Произведение «В МЕШКЕ» (страница 1 из 3)
Тип: Произведение
Раздел: По жанрам
Тематика: Рассказ
Темы: любовьсоврменность
Произведения к празднику: День Святого Валентина
Автор:
Баллы: 4
Читатели: 902 +1
Дата:
Предисловие:
Динка любит людей и во всех видит только хорошее. Во время турпохода её угораздило заблудиться и остановиться на ночлег в заброшенной избушке вместе с парнем, который ей на редкость неприятен.

В МЕШКЕ

* * *
В этот день Динке не повезло. Просто абсолютно не повезло. Страшно, кошмарно, ужасно не повезло.

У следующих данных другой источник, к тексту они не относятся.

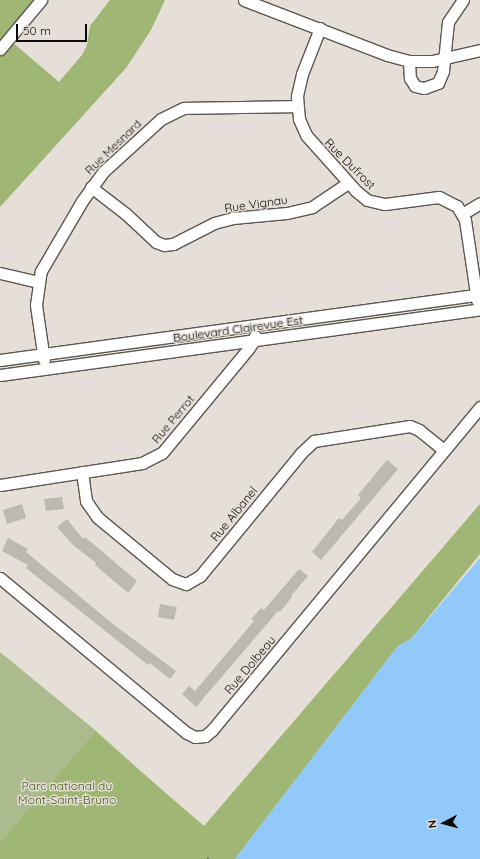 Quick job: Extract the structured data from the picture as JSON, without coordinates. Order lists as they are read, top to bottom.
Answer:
{
  "streets": {
    "street": [
      "Rue Mesnard",
      "Rue Dufrost",
      "Rue Vignau",
      "Boulevard Clairevue Est",
      "Rue Perrot",
      "Rue Albanel",
      "Rue Dolbeau"
    ]
  },
  "crossings": [
    ["Rue Mesnard", "Rue Dufrost"],
    ["Rue Mesnard", "Rue Vignau"],
    ["Rue Mesnard", "Boulevard Clairevue Est"],
    ["Rue Dufrost", "Rue Vignau"],
    ["Boulevard Clairevue Est", "Rue Perrot"],
    ["Rue Perrot", "Rue Albanel"],
    ["Rue Albanel", "Rue Dolbeau"]
  ],
  "parks": ["Parc national du Mont-Saint-Bruno"],
  "scale_bar": "50 m",
  "north": "left"
} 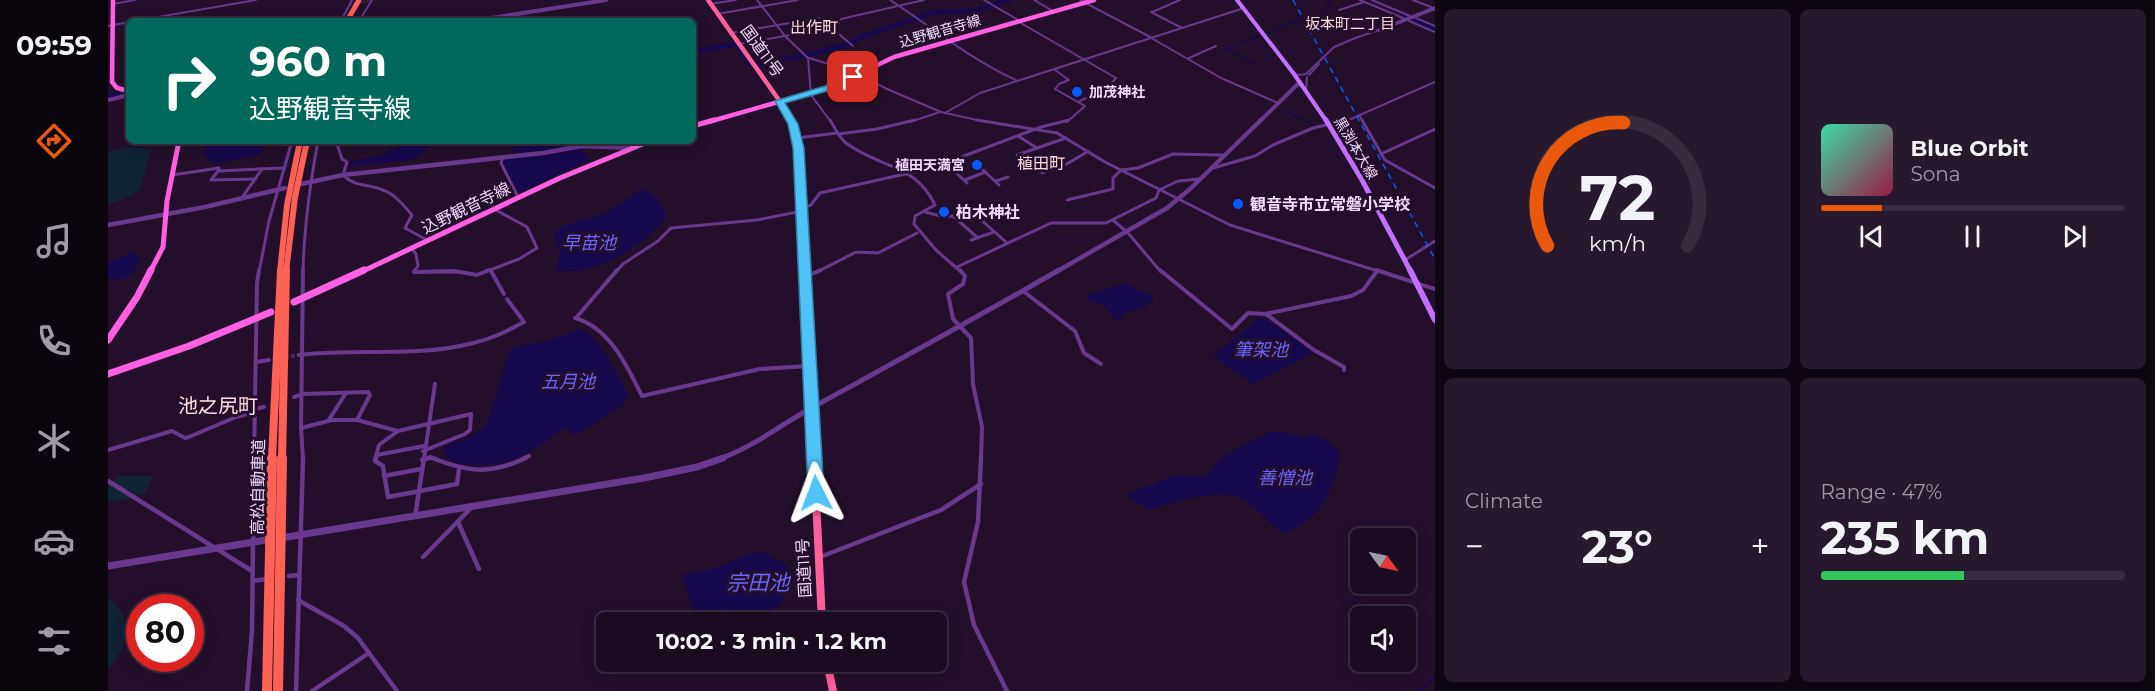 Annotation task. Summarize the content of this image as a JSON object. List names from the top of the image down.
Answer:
{
  "streets": {
    "highway": ["国道11号", "高松自動車道"],
    "main road": ["込野観音寺線", "黒渕本大線"]
  },
  "crossings": [
    ["込野観音寺線", "国道11号"]
  ],
  "districts": [
    "坂本町二丁目",
    "出作町",
    "植田町",
    "池之尻町"
  ],
  "water": [
    "早苗池",
    "筆架池",
    "五月池",
    "善憎池",
    "宗田池"
  ],
  "places": [
    "加茂神社",
    "植田天満宮",
    "観音寺市立常磐小学校",
    "柏木神社"
  ],
  "north": "bottom right",
  "page": {
    "tabs": "09:59",
    "turn": ["960 m", "込野観音寺線"],
    "song": ["Blue Orbit", "Sona"],
    "tile": [
      "Climate",
      ["Range · 47%", "235 km"]
    ],
    "heat": ["−", "23°", "+"],
    "limit": "80",
    "trip": "10:02 · 3 min · 1.2 km",
    "gauge": ["72", "km/h"]
  }
}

Динка всегда искала в любой ситуации что-нибудь хорошее. Её стакан постоянно был полон если не до краёв, то наполовину, «инь» она исправно уравновешивала «янем», а любимым её присловьем было: «Но зато…»
Автобус ушёл из-под носа? Но зато скоро придёт следующий, не набитый под завязку пассажирами. Полетела материнка на компе? Но зато можно наконец целиком его апгрейдить и удалить заодно кучу устаревших программ. Дождь насквозь промочил развешенное на балконе бельё? Но зато оно ещё раз отлично выполоскалось!
Сейчас же никакого «зато», увы, не наблюдалось.
Динку угораздило отстать от своей команды на турслёте и заблудиться во время квеста на ориентирование. Вдобавок к этому её нашёл самый неприятный из сокомандников. И отделаться от него теперь было совершенно невозможно.
Относиться к людям с неприязнью тоже было совсем не свойственно Динке. Она вообще сразу искала в каждом человеке, как и в любой ситуации, что-то хорошее. Плохое она тоже видела, конечно, – не слепая же она, – но хорошее всегда перевешивало, а как же иначе?
В новичке, которого Сан Саныч привёл в команду перед самым слётом, её раздражало буквально всё. Начиная с прозвища.
Шуберт. Шу-уберт, люди добрые!
Сан Саныч сразу зачем-то пояснил, что это от фамилии – Шубин. Сам новенький ничего не пояснял, стоял, чуть ссутулившись и засунув руки в карманы, с таким выражением на физиономии, будто только что выпил стакан прокисшего кефира.
Хотя сама физиономия, как призналась себе Динка, была вполне симпатичной, остроскулой, с резкими чертами. Только губы были поджаты, а веки устало полуопущены, будто этот самый Шуберт вглядывался во что-то, ведомое только ему одному и недоступное простым, как оглобля, смертным.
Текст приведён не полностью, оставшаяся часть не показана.